The former neighbors, the extended family members, everyone that used to be part of Mahdi’s community is scattered to a different spot: Tripoli, Akkar, the outskirts of Beirut. Anytime something happens, he tells me, without even thinking, as an inertial action you cannot oppose resistance to, they pick up the phone, contact everyone, ask are you good, are you fine, then wait for them to answer, or at least to make sure they received the message, that the double check of receipt reassures the most restless souls.
“It’s a tough situation, but I guess it’s suffered by all Lebanese.”
Instead, it is not. It would be better, in times like this, for the Zarakets – and for any other family – to stay close to each other, all together: but it’s hard. Not only are the rents skyrocketing, but there’s so much demand that apartments get booked in a matter of minutes. “I find a suitable apartment for us, I call, they tell me: try again in fifteen minutes. And when I try, the house is gone. Rented to someone else,” Mahdi explains.
“They ask if we’re neshin, displaced from the south. And when I answer yes – no, we have nothing available. And the thing is that beyond my work in a French corporate company, I graduated from the Amjad High School, in Choueifat, with students from different faiths. My close friends are from all religions, I travelled several times to Europe, I’ve been in Germany, Spain, Belgium. I am not narrow-minded. Everything about me states that I’m not… You know what I mean.” He means – he’s not a militiaman. “I’m a young man, I’m 23, I work in a French company. What else do you need to know? That should be enough. I’ve never been treated this way before.”
On the same day Mahdi and his family were illegally kicked out from the house they rented in Achrafieh, his uncle faced a similar outrage in Tripoli, where his landlord threatened him to get out of the house – or he would have raised the rent to 5,000 dollars. In Saoufar, Mount Lebanon, the same happened to one of his childhood friends: she’s been told to leave, just because Shiite. And it does not end here. The level of sectarian violence in areas of the country considered safe – safe from Israeli bombardments, not from other forms of aggression – has reached the point where another of Mahdi’s neighbors, also in Tripoli, when arrived in Saht en-Nour square, the neck tattooed with a calligraphy of Imam Ali – one of the most obvious religious symbols of Shiism – was said, verbatim: hide your tattoo, or I will break your neck. Five other people approached him and started threatening him, so his wife began to shout, and the van driver moved them somewhere safer.
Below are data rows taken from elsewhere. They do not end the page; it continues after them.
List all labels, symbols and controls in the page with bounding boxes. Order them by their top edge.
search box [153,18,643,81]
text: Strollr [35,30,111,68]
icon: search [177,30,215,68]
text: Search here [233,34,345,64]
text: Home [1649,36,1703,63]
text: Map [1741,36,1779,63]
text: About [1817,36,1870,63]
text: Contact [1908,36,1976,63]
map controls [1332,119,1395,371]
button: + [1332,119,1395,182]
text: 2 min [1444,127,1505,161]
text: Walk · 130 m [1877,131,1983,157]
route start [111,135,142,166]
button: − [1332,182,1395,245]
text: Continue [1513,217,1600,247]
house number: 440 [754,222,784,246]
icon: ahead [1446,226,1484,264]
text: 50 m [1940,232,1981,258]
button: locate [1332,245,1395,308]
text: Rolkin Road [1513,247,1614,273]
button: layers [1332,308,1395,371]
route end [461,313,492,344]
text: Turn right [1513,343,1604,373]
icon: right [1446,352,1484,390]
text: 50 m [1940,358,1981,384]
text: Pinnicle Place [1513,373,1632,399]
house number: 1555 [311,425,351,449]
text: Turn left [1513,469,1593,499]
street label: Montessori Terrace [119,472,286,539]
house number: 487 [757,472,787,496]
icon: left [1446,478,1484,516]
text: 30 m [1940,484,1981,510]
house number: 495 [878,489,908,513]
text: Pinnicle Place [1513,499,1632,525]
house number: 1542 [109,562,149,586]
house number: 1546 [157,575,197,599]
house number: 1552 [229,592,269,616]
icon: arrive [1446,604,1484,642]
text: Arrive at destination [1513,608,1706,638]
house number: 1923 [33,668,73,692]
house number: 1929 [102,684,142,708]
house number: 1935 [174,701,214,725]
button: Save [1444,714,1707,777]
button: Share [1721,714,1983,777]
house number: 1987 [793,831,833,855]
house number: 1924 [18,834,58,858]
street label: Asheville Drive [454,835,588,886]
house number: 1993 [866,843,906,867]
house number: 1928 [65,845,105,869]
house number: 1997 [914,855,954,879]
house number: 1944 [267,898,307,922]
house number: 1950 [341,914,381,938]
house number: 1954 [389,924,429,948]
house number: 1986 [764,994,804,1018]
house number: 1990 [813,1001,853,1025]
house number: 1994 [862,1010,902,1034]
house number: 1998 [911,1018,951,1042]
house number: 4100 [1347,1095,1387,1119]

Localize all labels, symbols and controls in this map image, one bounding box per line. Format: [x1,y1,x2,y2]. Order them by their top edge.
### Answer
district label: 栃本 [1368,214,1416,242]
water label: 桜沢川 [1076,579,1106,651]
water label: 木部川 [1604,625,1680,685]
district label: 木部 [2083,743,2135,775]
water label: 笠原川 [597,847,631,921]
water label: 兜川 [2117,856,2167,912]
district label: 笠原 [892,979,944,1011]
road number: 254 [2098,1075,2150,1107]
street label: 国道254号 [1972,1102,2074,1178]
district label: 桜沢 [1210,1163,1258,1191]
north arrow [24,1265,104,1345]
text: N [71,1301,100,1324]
Not to mention that mini-buses were taking more than 30 dollars per person to get people out of Dahieh, when the strikes’ escalation suddenly began – and the landlords ‘human enough’ to accept Shiite, for example in Chouf, are now asking rents as expensive as 6,000 dollars per month, or 3,000 with six months to pay in advance and 1,000 as deposit. “I’m not going to pay 20,000 dollars for a place that will probably get bombed,” says Mahdi. “The offensor is Israel, not us. But whoever takes advantage of our catastrophe, to me, they’re like Israelis. If they invade south Lebanon, they won’t stop. Just as they did in Palestine. This matter concerns every Lebanese, yet some of us seem not to understand.”
A known story
“We’re from Markaba. You know Palestine? There’s Palestine, Odaisseh, and then Markaba, right on the borders. We have a house there, but since the war started we haven’t been able to go, so we don’t know if it’s still standing,” the young man recalls, while showing a map of the border areas, barely believing that the ground invasion has indeed begun, the war being fought, inside the Lebanese territory, at this same time while we speak.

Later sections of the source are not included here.